[REQUIRED WORK] Print verbatim the lines from the beginning of the entries through the line containing "display:flex; align-items:center; gap:35px;", both ends included. Pictures should be left out.

☆ ☆ ☆

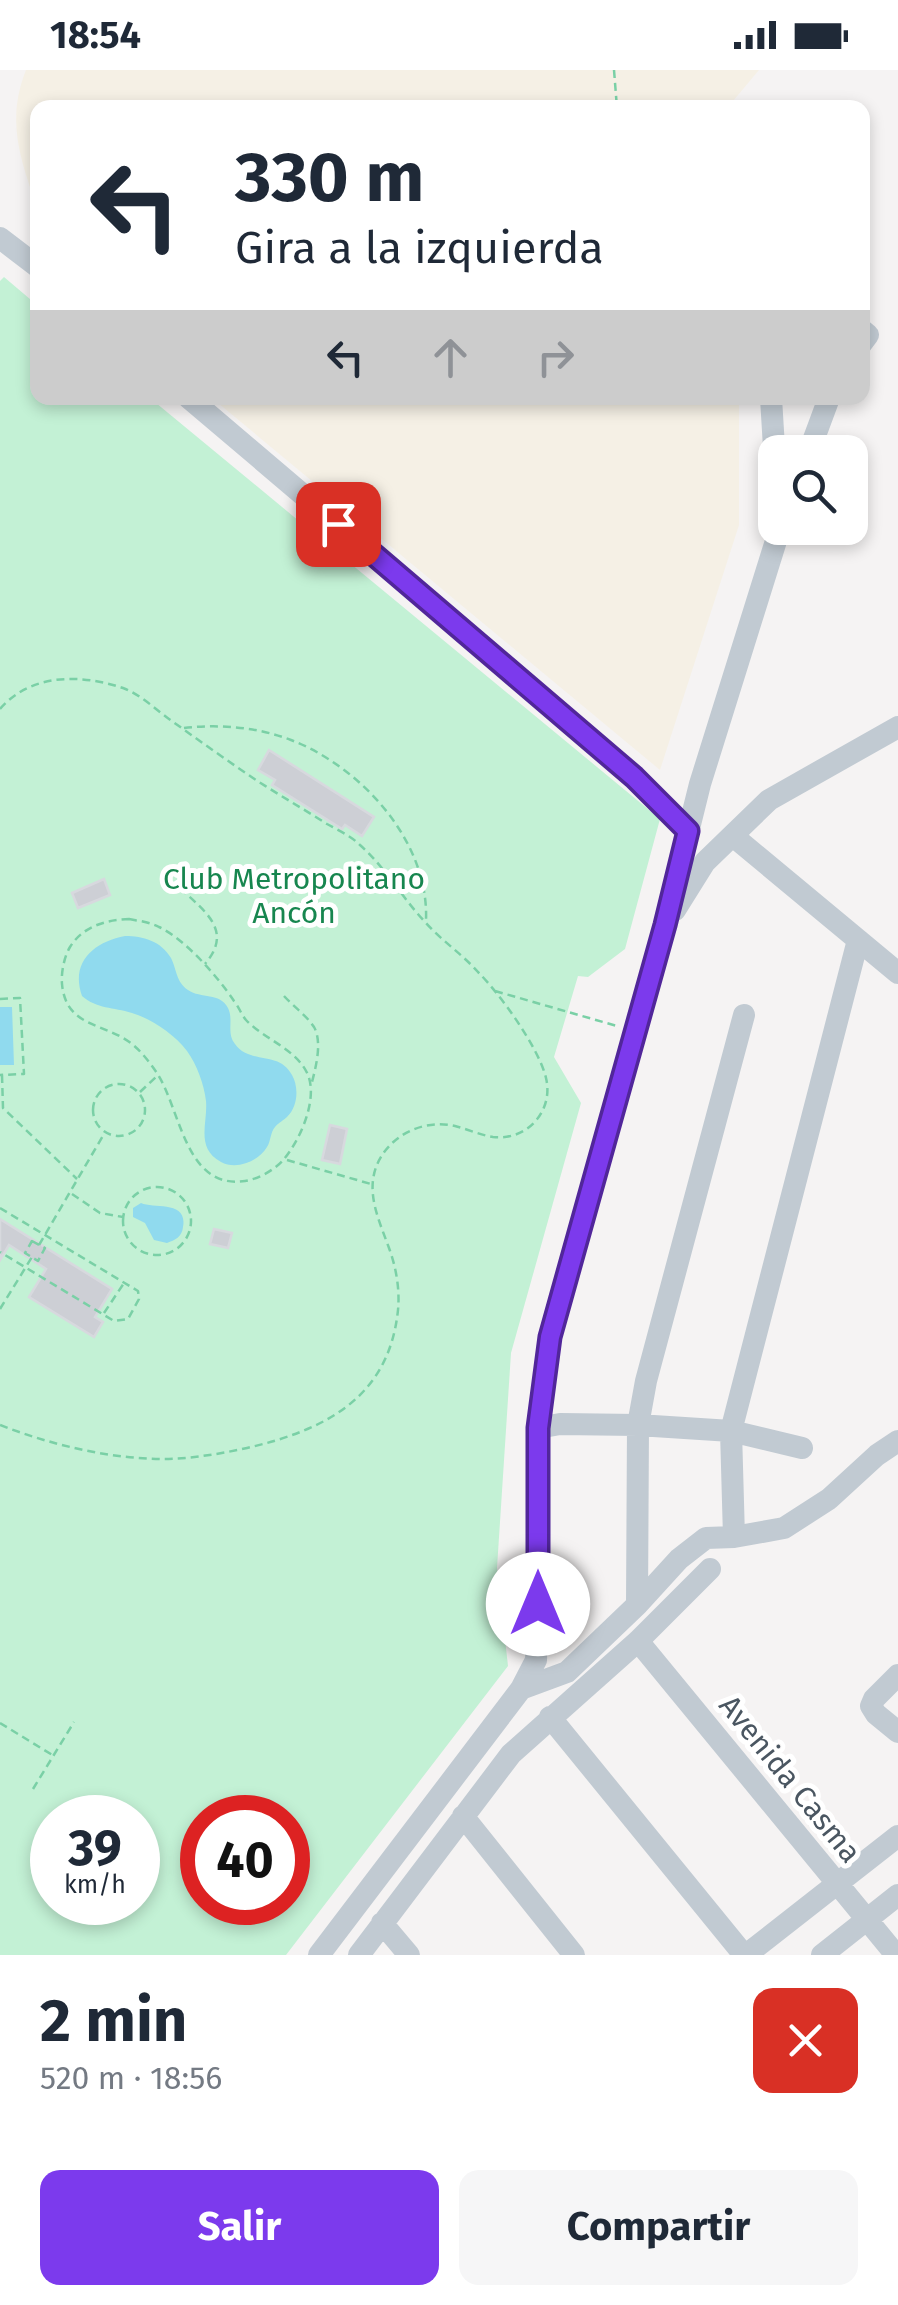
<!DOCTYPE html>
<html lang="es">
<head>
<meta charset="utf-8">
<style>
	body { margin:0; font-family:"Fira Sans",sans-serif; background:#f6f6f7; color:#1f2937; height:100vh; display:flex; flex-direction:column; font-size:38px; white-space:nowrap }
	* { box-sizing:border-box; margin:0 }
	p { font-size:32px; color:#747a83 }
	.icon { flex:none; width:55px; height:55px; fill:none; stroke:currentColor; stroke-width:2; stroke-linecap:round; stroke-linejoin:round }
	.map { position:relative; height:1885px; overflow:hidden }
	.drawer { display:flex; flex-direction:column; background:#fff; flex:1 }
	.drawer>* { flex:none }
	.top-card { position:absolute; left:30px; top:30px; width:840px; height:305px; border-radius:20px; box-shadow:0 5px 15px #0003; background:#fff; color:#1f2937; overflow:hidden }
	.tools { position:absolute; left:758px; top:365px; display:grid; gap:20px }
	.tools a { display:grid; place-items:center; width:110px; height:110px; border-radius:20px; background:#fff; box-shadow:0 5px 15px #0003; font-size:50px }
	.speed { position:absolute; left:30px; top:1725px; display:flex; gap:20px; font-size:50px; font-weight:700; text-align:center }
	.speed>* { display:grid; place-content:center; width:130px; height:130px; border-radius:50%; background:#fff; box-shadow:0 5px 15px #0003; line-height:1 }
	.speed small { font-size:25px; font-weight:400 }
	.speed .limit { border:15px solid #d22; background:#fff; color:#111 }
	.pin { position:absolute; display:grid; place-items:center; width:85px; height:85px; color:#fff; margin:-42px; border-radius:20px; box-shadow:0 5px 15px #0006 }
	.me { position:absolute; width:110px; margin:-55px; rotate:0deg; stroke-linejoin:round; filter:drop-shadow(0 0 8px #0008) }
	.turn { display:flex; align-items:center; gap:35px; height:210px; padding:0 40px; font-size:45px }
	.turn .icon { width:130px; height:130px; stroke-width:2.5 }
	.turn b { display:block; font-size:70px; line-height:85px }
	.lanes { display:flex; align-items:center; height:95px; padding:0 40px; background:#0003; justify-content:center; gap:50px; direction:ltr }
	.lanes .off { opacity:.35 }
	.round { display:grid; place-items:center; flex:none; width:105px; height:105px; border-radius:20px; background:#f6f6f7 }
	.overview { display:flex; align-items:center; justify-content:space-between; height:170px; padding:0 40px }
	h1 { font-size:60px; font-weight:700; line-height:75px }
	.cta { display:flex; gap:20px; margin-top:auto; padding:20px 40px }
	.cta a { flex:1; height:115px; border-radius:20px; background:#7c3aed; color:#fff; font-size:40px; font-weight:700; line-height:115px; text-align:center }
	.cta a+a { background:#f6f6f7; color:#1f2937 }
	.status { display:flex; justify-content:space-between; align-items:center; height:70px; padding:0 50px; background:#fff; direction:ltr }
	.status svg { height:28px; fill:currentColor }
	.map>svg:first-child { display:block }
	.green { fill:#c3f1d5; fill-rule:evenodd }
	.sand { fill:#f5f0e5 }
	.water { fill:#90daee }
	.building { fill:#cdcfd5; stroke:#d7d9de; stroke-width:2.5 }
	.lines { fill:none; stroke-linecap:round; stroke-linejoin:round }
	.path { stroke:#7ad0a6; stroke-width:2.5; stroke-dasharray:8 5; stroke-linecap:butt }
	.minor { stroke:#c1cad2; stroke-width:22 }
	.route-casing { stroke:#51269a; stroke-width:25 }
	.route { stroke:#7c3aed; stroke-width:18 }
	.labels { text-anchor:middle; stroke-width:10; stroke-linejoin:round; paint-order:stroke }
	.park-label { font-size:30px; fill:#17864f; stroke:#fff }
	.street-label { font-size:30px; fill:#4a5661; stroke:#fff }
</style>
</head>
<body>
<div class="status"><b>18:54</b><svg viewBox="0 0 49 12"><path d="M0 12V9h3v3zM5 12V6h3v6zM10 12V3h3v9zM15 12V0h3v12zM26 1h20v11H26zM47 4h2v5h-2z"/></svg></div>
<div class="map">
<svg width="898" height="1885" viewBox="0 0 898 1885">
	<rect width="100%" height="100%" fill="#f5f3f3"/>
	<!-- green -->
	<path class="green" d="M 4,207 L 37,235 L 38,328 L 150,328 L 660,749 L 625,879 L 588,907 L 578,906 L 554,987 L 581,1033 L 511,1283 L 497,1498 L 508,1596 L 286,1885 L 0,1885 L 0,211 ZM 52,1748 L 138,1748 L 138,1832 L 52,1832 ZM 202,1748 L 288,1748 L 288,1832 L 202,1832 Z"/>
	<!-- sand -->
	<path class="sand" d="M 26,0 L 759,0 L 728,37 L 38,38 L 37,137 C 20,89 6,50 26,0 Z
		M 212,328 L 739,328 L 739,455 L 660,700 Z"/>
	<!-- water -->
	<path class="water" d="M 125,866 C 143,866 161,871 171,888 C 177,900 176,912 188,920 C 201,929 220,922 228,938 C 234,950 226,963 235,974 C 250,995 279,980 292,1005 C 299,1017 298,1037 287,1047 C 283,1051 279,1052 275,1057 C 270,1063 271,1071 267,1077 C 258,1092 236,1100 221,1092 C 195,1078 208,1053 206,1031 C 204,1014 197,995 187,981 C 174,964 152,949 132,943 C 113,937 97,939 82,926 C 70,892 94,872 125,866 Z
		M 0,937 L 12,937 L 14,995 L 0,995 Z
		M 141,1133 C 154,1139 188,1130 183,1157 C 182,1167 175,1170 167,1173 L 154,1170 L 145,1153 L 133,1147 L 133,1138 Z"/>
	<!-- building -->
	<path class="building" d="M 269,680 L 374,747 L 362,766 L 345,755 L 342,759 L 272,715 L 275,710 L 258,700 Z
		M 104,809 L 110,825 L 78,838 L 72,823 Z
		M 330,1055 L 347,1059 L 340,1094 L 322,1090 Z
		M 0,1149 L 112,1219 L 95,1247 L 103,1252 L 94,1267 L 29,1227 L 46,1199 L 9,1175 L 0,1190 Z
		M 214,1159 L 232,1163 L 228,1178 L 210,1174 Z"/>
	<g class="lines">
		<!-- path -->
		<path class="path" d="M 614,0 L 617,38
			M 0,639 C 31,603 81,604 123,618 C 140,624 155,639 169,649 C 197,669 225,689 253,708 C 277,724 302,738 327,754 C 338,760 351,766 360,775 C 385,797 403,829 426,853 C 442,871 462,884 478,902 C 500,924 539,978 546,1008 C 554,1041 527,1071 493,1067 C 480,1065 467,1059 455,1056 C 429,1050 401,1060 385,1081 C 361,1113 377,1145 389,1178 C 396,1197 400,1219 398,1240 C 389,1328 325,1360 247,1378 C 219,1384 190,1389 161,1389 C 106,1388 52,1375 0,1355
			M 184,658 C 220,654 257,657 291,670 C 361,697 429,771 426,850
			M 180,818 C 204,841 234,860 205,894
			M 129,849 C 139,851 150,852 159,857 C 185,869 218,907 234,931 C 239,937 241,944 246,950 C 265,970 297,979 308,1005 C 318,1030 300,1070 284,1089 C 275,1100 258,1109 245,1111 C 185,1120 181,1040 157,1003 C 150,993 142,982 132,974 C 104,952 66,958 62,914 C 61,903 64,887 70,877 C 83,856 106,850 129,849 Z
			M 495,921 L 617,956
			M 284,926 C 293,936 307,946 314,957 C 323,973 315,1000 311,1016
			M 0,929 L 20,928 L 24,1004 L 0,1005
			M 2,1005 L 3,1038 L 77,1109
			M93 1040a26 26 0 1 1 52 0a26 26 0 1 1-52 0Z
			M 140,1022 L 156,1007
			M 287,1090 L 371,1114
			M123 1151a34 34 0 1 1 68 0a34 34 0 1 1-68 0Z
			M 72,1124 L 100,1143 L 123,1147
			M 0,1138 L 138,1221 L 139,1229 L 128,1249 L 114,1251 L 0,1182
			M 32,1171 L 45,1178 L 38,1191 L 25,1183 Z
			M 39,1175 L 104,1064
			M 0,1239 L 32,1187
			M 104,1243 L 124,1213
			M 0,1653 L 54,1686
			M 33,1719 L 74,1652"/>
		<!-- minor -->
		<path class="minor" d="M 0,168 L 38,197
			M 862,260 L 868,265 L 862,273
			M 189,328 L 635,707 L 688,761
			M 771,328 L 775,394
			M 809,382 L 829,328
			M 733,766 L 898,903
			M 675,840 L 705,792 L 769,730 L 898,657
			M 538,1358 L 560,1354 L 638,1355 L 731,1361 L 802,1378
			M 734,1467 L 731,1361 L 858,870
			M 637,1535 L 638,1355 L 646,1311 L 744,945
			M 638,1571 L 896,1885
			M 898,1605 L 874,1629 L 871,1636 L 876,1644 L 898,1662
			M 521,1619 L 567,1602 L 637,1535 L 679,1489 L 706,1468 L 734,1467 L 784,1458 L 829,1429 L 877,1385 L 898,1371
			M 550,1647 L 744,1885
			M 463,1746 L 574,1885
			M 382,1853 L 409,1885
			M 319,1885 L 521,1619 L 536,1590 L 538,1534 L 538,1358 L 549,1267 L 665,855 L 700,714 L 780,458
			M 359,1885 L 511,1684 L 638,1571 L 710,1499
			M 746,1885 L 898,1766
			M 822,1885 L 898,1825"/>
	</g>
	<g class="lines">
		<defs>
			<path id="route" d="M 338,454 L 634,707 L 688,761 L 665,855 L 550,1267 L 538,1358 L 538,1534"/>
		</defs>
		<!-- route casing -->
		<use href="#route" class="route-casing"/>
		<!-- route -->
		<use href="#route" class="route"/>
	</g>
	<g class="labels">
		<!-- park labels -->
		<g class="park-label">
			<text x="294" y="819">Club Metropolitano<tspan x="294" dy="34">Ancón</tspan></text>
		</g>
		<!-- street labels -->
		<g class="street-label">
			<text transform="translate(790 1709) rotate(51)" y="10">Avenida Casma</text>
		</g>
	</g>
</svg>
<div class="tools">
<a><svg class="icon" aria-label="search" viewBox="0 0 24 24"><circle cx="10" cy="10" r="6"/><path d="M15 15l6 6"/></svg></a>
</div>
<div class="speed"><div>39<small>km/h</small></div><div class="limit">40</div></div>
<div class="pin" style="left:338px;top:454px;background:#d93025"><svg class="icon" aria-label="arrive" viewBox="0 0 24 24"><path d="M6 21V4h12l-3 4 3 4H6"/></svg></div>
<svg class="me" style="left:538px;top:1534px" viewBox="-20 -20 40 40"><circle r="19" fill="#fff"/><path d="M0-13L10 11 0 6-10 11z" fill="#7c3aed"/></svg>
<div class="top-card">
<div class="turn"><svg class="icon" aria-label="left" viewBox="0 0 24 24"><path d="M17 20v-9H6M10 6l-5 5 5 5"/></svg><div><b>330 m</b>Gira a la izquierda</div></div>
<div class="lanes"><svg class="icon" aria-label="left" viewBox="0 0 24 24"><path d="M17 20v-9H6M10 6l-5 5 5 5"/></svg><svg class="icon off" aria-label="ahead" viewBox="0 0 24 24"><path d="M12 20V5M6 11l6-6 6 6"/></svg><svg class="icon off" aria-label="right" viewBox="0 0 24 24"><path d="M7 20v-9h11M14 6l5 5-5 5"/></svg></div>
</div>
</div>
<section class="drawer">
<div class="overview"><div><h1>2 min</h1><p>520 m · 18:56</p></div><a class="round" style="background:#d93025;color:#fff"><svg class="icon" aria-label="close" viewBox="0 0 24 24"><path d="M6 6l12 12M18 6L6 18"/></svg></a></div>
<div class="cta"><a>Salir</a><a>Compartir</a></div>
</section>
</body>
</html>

☆ ☆ ☆

[TASK SOLUTION]
<!DOCTYPE html>
<html lang="es">
<head>
<meta charset="utf-8">
<style>
	body { margin:0; font-family:"Fira Sans",sans-serif; background:#f6f6f7; color:#1f2937; height:100vh; display:flex; flex-direction:column; font-size:38px; white-space:nowrap }
	* { box-sizing:border-box; margin:0 }
	p { font-size:32px; color:#747a83 }
	.icon { flex:none; width:55px; height:55px; fill:none; stroke:currentColor; stroke-width:2; stroke-linecap:round; stroke-linejoin:round }
	.map { position:relative; height:1885px; overflow:hidden }
	.drawer { display:flex; flex-direction:column; background:#fff; flex:1 }
	.drawer>* { flex:none }
	.top-card { position:absolute; left:30px; top:30px; width:840px; height:305px; border-radius:20px; box-shadow:0 5px 15px #0003; background:#fff; color:#1f2937; overflow:hidden }
	.tools { position:absolute; left:758px; top:365px; display:grid; gap:20px }
	.tools a { display:grid; place-items:center; width:110px; height:110px; border-radius:20px; background:#fff; box-shadow:0 5px 15px #0003; font-size:50px }
	.speed { position:absolute; left:30px; top:1725px; display:flex; gap:20px; font-size:50px; font-weight:700; text-align:center }
	.speed>* { display:grid; place-content:center; width:130px; height:130px; border-radius:50%; background:#fff; box-shadow:0 5px 15px #0003; line-height:1 }
	.speed small { font-size:25px; font-weight:400 }
	.speed .limit { border:15px solid #d22; background:#fff; color:#111 }
	.pin { position:absolute; display:grid; place-items:center; width:85px; height:85px; color:#fff; margin:-42px; border-radius:20px; box-shadow:0 5px 15px #0006 }
	.me { position:absolute; width:110px; margin:-55px; rotate:0deg; stroke-linejoin:round; filter:drop-shadow(0 0 8px #0008) }
	.turn { display:flex; align-items:center; gap:35px; height:210px; padding:0 40px; font-size:45px }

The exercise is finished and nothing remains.